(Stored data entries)
● ● ● ●

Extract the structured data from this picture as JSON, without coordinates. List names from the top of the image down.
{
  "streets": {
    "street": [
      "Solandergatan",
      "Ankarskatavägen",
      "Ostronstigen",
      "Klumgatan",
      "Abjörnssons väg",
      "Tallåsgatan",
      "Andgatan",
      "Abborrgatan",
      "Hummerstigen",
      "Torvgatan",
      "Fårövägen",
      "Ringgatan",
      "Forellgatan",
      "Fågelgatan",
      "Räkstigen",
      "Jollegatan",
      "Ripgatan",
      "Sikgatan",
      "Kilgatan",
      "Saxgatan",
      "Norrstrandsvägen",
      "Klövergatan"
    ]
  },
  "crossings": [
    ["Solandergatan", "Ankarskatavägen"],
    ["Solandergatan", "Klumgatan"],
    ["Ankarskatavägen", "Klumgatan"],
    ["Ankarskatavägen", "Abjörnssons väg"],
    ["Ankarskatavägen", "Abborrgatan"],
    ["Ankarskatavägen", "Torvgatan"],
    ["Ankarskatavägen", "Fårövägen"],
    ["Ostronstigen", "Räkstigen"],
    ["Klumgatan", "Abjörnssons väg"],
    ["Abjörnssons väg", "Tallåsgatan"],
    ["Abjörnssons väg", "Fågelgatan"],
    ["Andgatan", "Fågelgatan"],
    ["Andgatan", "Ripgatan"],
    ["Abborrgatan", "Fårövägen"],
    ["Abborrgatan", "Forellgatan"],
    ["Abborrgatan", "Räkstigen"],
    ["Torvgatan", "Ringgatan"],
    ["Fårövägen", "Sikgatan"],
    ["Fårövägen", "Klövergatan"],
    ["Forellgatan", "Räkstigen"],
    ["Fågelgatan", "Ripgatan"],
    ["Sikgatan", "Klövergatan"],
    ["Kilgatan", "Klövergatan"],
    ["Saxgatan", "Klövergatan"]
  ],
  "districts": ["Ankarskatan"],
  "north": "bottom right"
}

● ● ● ●

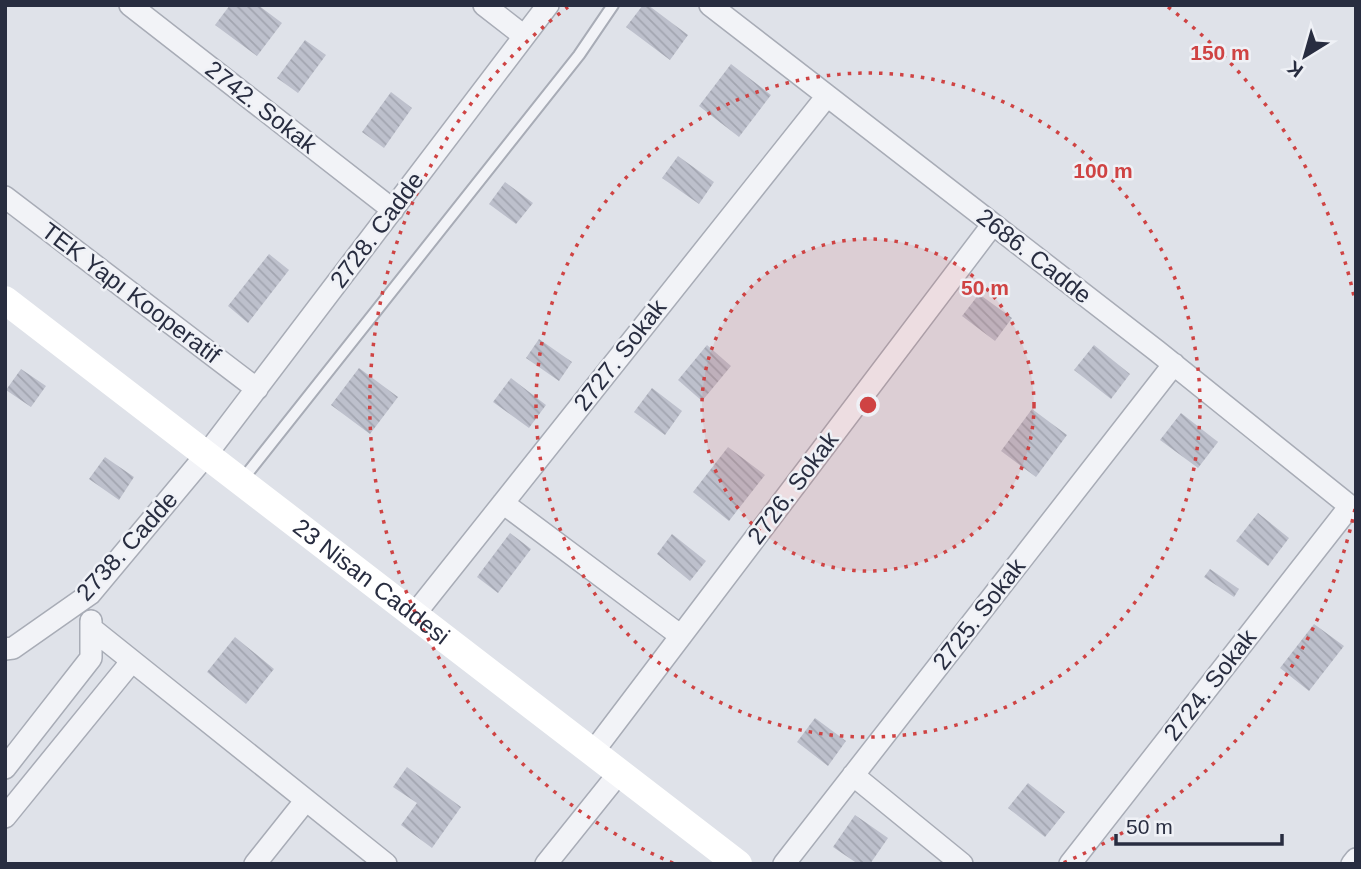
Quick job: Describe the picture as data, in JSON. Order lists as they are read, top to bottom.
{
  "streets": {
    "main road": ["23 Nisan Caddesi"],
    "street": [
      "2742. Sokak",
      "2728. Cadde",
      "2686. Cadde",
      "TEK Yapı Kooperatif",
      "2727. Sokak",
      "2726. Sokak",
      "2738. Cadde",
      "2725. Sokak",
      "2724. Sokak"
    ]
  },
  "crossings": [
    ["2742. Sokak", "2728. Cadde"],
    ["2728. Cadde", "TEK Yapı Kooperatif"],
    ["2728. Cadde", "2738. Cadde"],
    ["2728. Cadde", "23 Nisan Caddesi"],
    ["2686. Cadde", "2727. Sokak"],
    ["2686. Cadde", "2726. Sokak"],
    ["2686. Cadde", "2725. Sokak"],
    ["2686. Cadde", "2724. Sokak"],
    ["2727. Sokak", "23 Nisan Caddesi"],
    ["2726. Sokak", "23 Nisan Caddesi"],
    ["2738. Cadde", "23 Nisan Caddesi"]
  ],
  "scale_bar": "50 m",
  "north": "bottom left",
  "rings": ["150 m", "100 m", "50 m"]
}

● ● ● ●

* [Task instructions]: From the records given above, copy all lines containing "Abborrgatan".

* [Output for this task]:
      "Abborrgatan",
    ["Ankarskatavägen", "Abborrgatan"],
    ["Abborrgatan", "Fårövägen"],
    ["Abborrgatan", "Forellgatan"],
    ["Abborrgatan", "Räkstigen"],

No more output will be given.